# H&M Personalised Fashion Recommendations Data Understanding

This notebook provides an exploratory analysis of the H&M dataset structure and quality using Polars for high-performance data processing. The analysis includes data loading, integration, and quality assessment across transactions, customers, and articles datasets.

## Dataset Description

**Challenge notes from Kaggle**: For this challenge you are given the purchase history of customers across time, along with supporting metadata. Your challenge is to predict what articles each customer will purchase in the 7-day period immediately after the training data ends.

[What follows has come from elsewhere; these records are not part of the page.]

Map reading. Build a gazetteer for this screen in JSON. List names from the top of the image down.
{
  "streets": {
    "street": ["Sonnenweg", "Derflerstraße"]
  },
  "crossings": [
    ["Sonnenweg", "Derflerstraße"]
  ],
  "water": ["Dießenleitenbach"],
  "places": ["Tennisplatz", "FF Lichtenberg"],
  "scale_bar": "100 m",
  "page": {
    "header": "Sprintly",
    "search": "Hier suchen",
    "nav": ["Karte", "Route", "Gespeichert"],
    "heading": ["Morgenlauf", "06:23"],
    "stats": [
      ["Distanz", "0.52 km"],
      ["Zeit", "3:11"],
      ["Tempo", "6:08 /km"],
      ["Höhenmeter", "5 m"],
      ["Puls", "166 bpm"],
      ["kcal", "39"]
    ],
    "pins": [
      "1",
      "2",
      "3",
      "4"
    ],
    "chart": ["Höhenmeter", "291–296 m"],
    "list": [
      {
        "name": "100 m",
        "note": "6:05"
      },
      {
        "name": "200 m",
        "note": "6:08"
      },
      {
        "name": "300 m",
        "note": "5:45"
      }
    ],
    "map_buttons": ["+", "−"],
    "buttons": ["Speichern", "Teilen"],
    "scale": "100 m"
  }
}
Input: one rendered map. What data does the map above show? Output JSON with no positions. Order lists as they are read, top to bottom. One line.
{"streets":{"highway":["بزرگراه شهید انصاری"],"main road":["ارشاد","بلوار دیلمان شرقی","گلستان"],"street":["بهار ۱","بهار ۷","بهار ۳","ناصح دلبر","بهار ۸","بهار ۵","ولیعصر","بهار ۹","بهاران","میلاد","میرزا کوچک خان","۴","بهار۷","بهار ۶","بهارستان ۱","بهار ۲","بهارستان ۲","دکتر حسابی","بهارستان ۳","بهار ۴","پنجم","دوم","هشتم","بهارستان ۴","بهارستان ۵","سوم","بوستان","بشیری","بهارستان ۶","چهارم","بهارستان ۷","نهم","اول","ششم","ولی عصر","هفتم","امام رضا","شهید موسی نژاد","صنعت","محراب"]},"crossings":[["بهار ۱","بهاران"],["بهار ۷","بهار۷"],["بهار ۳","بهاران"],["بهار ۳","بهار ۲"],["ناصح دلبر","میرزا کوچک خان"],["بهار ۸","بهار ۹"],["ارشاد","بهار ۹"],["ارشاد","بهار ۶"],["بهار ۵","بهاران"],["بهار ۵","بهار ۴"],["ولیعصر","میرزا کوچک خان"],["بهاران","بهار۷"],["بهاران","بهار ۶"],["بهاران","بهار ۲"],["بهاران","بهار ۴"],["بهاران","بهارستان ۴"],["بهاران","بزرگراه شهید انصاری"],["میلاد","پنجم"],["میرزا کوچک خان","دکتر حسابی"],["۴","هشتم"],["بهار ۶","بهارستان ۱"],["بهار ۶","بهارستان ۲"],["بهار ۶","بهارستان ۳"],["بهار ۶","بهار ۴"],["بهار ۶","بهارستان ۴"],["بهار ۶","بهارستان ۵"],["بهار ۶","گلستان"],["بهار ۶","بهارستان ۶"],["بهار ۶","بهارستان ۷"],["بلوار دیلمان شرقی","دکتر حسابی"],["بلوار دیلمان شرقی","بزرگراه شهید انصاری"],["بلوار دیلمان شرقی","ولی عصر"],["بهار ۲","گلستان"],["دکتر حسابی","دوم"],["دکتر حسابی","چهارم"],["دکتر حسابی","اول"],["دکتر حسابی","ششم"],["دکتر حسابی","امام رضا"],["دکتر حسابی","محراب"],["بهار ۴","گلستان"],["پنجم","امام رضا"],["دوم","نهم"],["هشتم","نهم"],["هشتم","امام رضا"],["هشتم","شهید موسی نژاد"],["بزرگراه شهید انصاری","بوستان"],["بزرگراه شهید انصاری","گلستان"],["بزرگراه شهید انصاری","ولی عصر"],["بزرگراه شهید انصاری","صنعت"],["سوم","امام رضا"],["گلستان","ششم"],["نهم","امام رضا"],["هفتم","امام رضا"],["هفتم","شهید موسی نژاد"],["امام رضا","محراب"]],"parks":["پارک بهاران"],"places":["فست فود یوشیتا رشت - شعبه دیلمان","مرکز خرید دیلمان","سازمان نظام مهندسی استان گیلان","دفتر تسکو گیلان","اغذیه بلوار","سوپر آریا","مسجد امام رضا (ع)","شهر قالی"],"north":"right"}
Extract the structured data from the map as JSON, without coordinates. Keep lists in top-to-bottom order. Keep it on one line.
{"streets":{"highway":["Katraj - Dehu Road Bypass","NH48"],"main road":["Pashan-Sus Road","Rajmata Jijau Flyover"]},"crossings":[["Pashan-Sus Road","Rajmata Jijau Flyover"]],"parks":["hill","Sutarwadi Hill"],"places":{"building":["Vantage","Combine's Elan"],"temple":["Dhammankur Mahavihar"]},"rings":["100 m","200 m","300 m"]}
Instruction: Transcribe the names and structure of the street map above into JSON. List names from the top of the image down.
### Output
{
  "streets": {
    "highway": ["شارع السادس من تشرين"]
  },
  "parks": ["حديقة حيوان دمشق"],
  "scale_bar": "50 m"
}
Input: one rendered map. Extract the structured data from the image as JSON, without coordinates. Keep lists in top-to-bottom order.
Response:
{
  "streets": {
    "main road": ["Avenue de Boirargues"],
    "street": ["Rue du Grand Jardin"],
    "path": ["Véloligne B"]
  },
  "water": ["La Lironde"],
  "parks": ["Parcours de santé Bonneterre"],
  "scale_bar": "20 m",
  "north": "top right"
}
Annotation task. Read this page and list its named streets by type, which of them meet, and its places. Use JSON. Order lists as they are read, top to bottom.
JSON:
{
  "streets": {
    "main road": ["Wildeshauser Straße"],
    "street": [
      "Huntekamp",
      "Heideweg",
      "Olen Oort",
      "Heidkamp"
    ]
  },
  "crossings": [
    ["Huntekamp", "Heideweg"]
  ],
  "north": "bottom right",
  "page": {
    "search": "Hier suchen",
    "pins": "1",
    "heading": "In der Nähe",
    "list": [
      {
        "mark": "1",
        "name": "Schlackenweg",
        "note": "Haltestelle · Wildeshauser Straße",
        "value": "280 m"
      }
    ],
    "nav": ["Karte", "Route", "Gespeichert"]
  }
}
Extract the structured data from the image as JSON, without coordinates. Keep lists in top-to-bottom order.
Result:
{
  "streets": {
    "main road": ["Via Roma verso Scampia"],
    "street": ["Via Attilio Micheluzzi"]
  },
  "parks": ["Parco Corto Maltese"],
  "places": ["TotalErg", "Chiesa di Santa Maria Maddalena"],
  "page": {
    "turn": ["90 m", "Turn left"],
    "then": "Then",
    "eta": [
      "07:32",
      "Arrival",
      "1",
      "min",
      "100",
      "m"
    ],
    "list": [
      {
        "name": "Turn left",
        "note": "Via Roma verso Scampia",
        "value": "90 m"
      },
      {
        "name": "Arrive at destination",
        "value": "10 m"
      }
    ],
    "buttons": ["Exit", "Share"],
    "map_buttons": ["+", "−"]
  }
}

Customer who did not make any purchase during that time are excluded from the scoring.

### Files

- **images/** - a folder of images corresponding to each article_id; images are placed in subfolders starting with the first three digits of the article_id; note, not all article_id values have a corresponding image.
- **articles.csv** - detailed metadata for each article_id available for purchase
- **customers.csv** - metadata for each customer_id in dataset
- **sample_submission.csv** - a sample submission file in the correct format
- **transactions_train.csv** - the training data, consisting of the purchases each customer for each date, as well as additional information. Duplicate rows correspond to multiple purchases of the same item. Your task is to predict the article_ids each customer will purchase during the 7-day period immediately after the training data period.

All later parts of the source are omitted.